So Mozilla has just officially released their new encrypted file transfer service called “firefox send” to the public. The new service give users the ability to send files of up to 2.5GB through the browser with an end-to-end encryption and a link that automatically expires to keep the shared files private.
They began testing the service in august of 2017 which was then called Test pilot. Every first timer is limited to a file transfer of only 1GB but if you sign-up for a free firefox account you get the comolete 2.5GB. The system is offers an alternative to email, where larger file attachments are more of an issue, as well as cloud storage sites, like Google Drive and Dropbox, which can be time-consuming when all you need to do is share a single file one time – not store the file, edit it, or collaborate with others.
Mozilla noted in a statement saying that for you to send a file you first go to the send website and upload whatever content you wish to send and also you are gonna be required assign it an expiry date, after that’s done firefox is gonna generate a link which you’r gonn be giving to the receipient. Once the receipient click on the link the file begins to download and what interesting is the fact that the receipient don’t necessarily need to have a firefox account to download the file.

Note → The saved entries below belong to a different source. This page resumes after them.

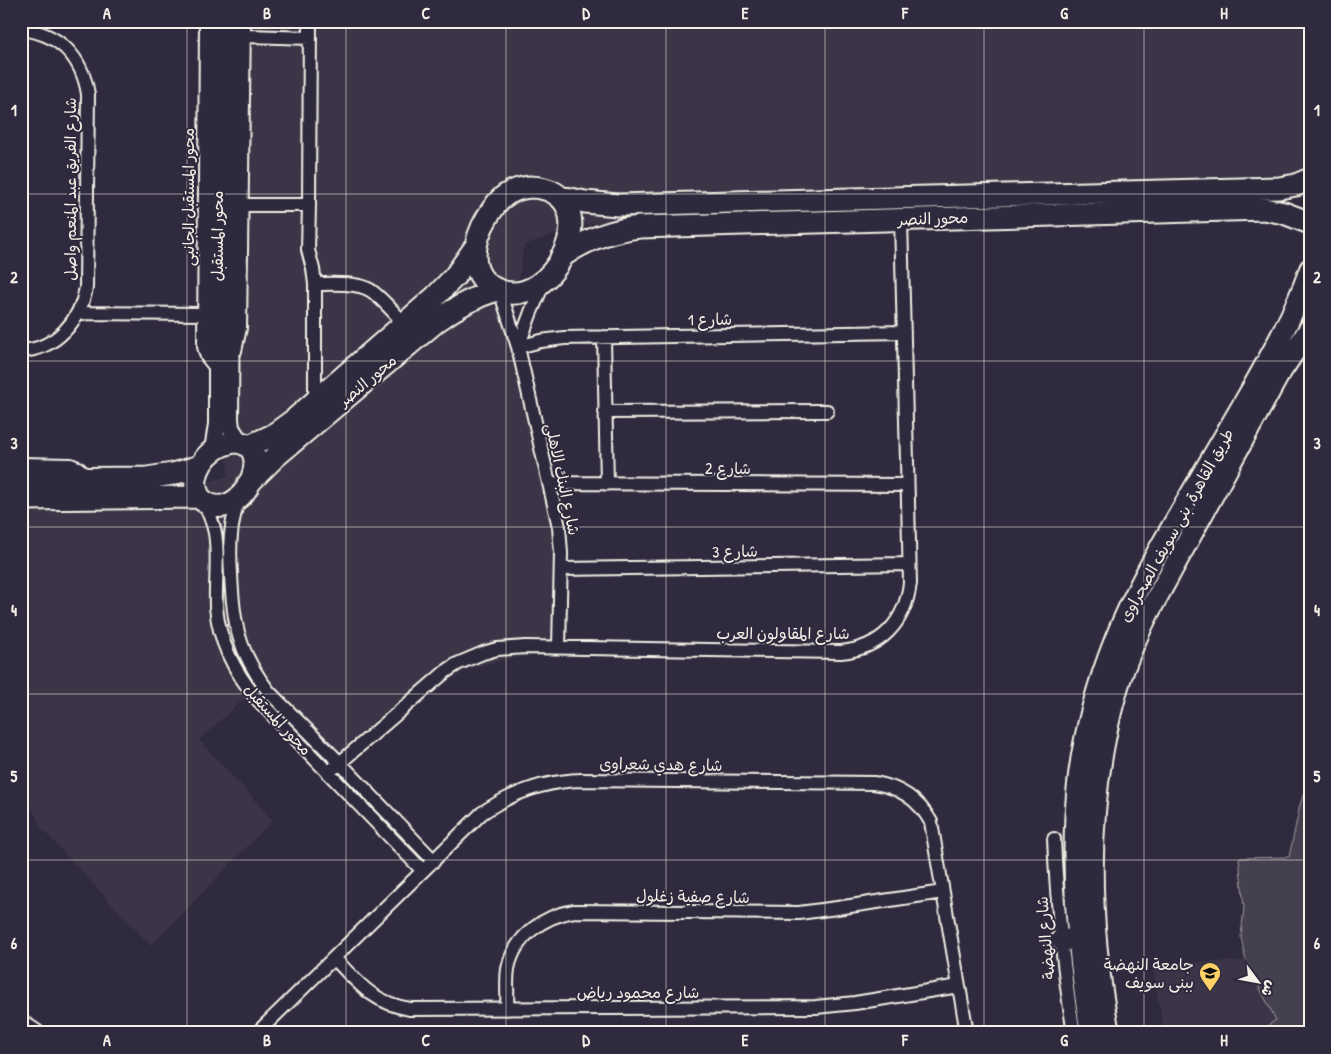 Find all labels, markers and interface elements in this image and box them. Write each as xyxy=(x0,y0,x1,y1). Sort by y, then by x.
text: A xyxy=(103,2,111,24)
text: B xyxy=(263,2,271,24)
text: C xyxy=(422,2,431,24)
text: D xyxy=(582,2,590,24)
text: E xyxy=(741,2,749,24)
text: F xyxy=(901,2,909,24)
text: G xyxy=(1060,2,1068,24)
text: H xyxy=(1220,2,1228,24)
street label: شارع الفريق عبد المنعم واصل xyxy=(59,97,83,281)
text: 1 xyxy=(11,99,17,121)
text: 1 xyxy=(1314,99,1320,121)
street label: محور المستقبل الجانبى xyxy=(177,128,199,266)
street label: محور المستقبل xyxy=(206,191,228,281)
street label: محور النصر xyxy=(895,206,969,230)
text: 2 xyxy=(10,266,18,288)
text: 2 xyxy=(1313,266,1321,288)
street label: شارع 1 xyxy=(688,308,732,331)
street label: محور النصر xyxy=(331,349,401,412)
street label: شارع البنك الاهلى xyxy=(539,421,586,537)
street label: طريق القاهرة, بنى سويف الصحراوى xyxy=(1113,424,1239,626)
text: 3 xyxy=(10,432,18,454)
text: 3 xyxy=(1313,432,1321,454)
street label: شارع 2 xyxy=(705,457,751,480)
street label: شارع 3 xyxy=(712,540,758,563)
text: 4 xyxy=(11,599,17,621)
text: 4 xyxy=(1314,599,1320,621)
street label: شارع المقاولون العرب xyxy=(716,622,850,645)
street label: محور المستقبل xyxy=(239,678,317,760)
street label: شارع هدي شعراوى xyxy=(599,752,723,777)
text: 5 xyxy=(11,765,18,787)
text: 5 xyxy=(1314,765,1321,787)
street label: شارع صفية زغلول xyxy=(636,884,750,909)
street label: شارع النهضة xyxy=(1030,895,1061,980)
text: 6 xyxy=(11,932,18,954)
text: 6 xyxy=(1314,932,1321,954)
place label: جامعة النهضة ببنى سويف xyxy=(1104,953,1194,993)
north arrow xyxy=(1234,956,1284,1006)
school or university icon: جامعة النهضة ببنى سويف xyxy=(1198,961,1222,992)
text: ش xyxy=(1257,978,1282,1001)
street label: شارع محمود رياض xyxy=(577,981,699,1004)
text: A xyxy=(103,1029,111,1051)
text: B xyxy=(263,1029,271,1051)
text: C xyxy=(422,1029,431,1051)
text: D xyxy=(582,1029,590,1051)
text: E xyxy=(741,1029,749,1051)
text: F xyxy=(901,1029,909,1051)
text: G xyxy=(1060,1029,1068,1051)
text: H xyxy=(1220,1029,1228,1051) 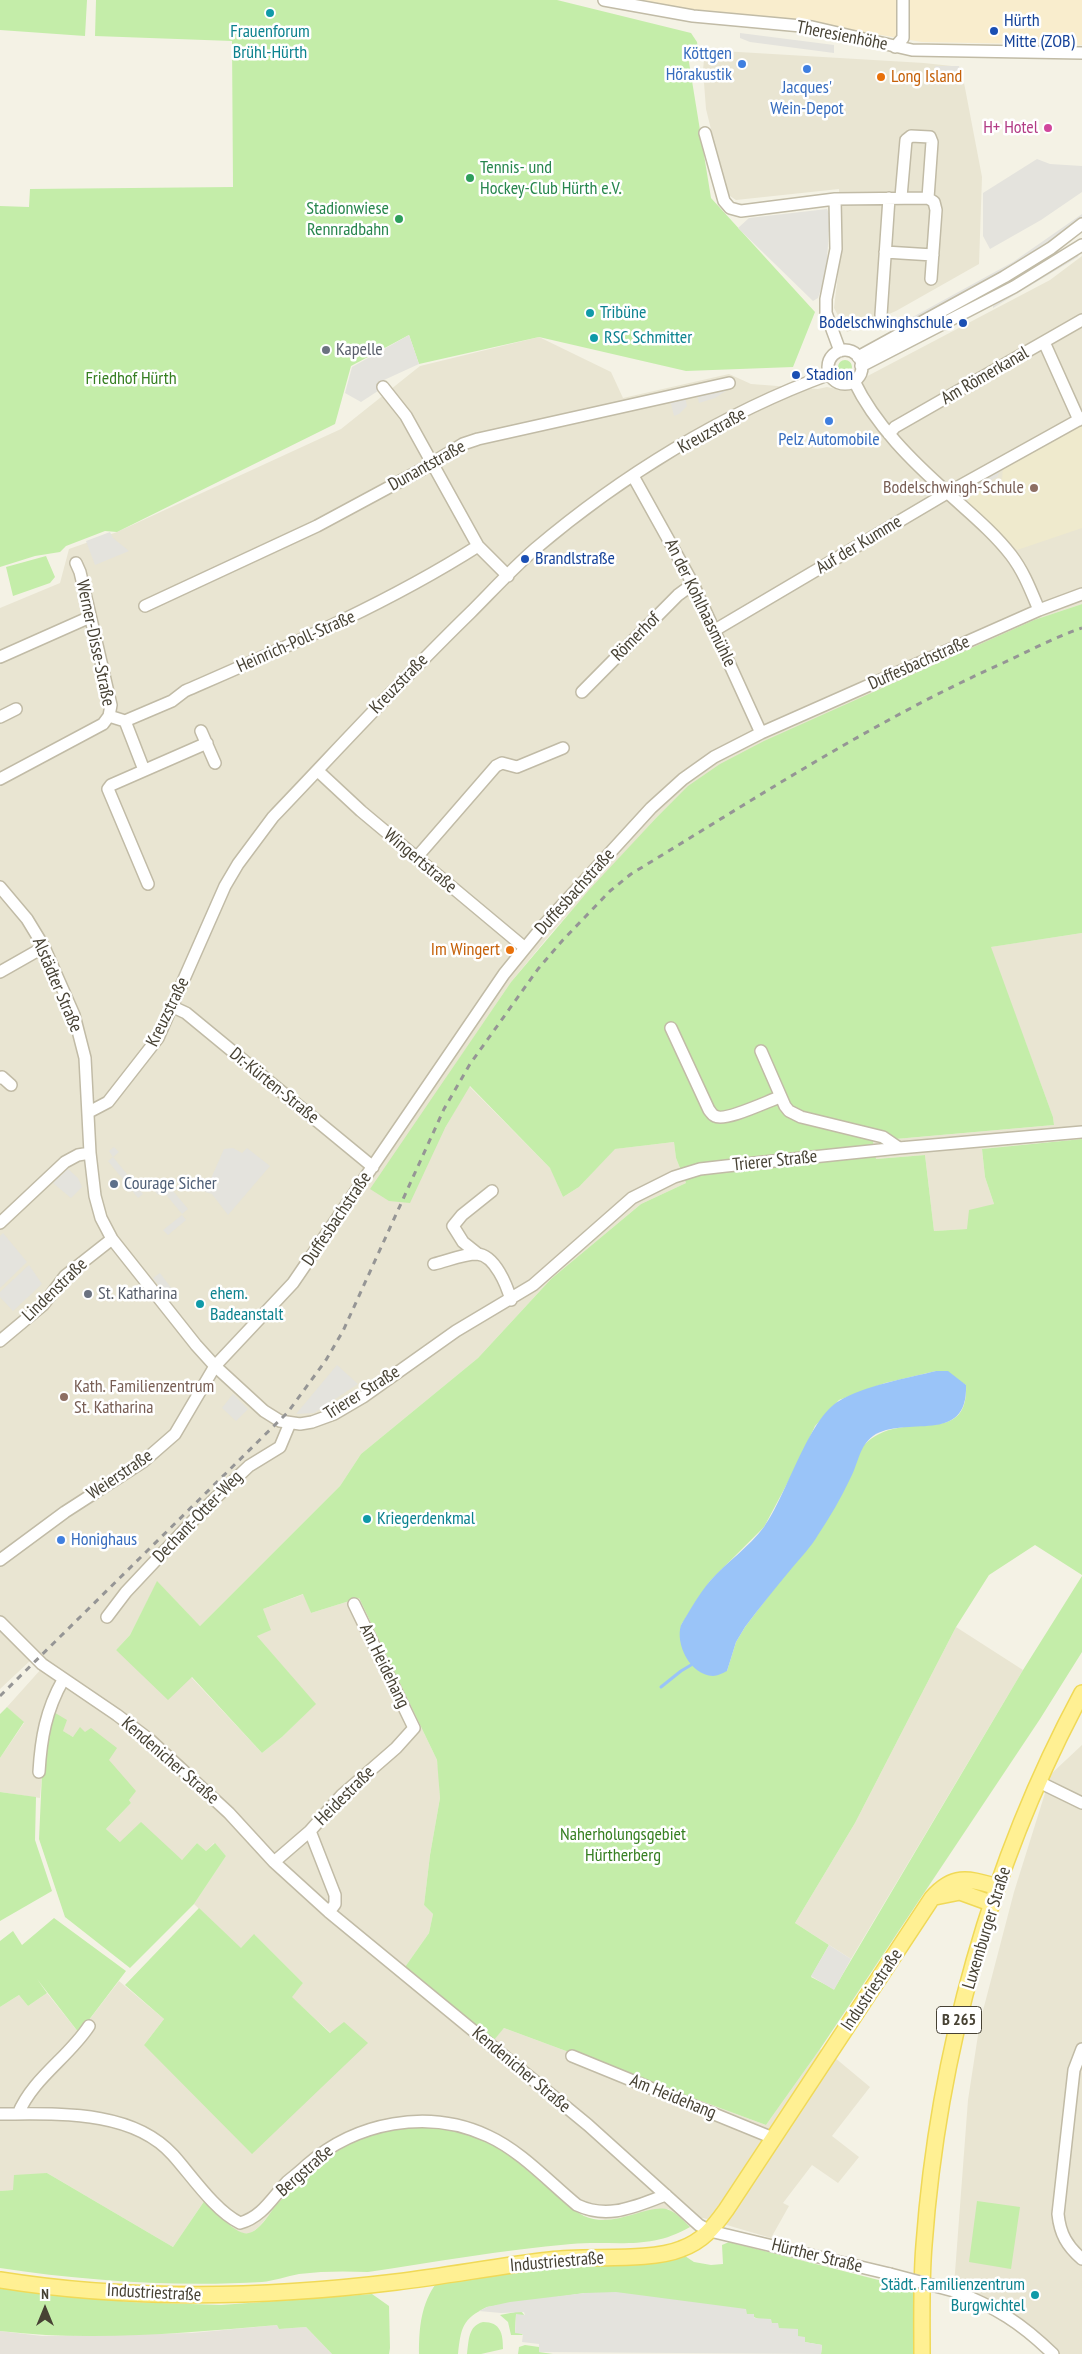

This new service would be really useful when it comes to the transfer of very highly confidential documents. Mozilla is one of the more trustworthy organizations when it comes to things like this. Send, it says, is “Private By Design,” which means all files are protected. It designed Firefox accounts so users never send Firefox their passphrase, for example. It also says it stands by its mission to “handle your data privately and securely,” writes Mozilla in an announcement today. That speaks more to the organization’s ethos – that it believes privacy is a fundamental right.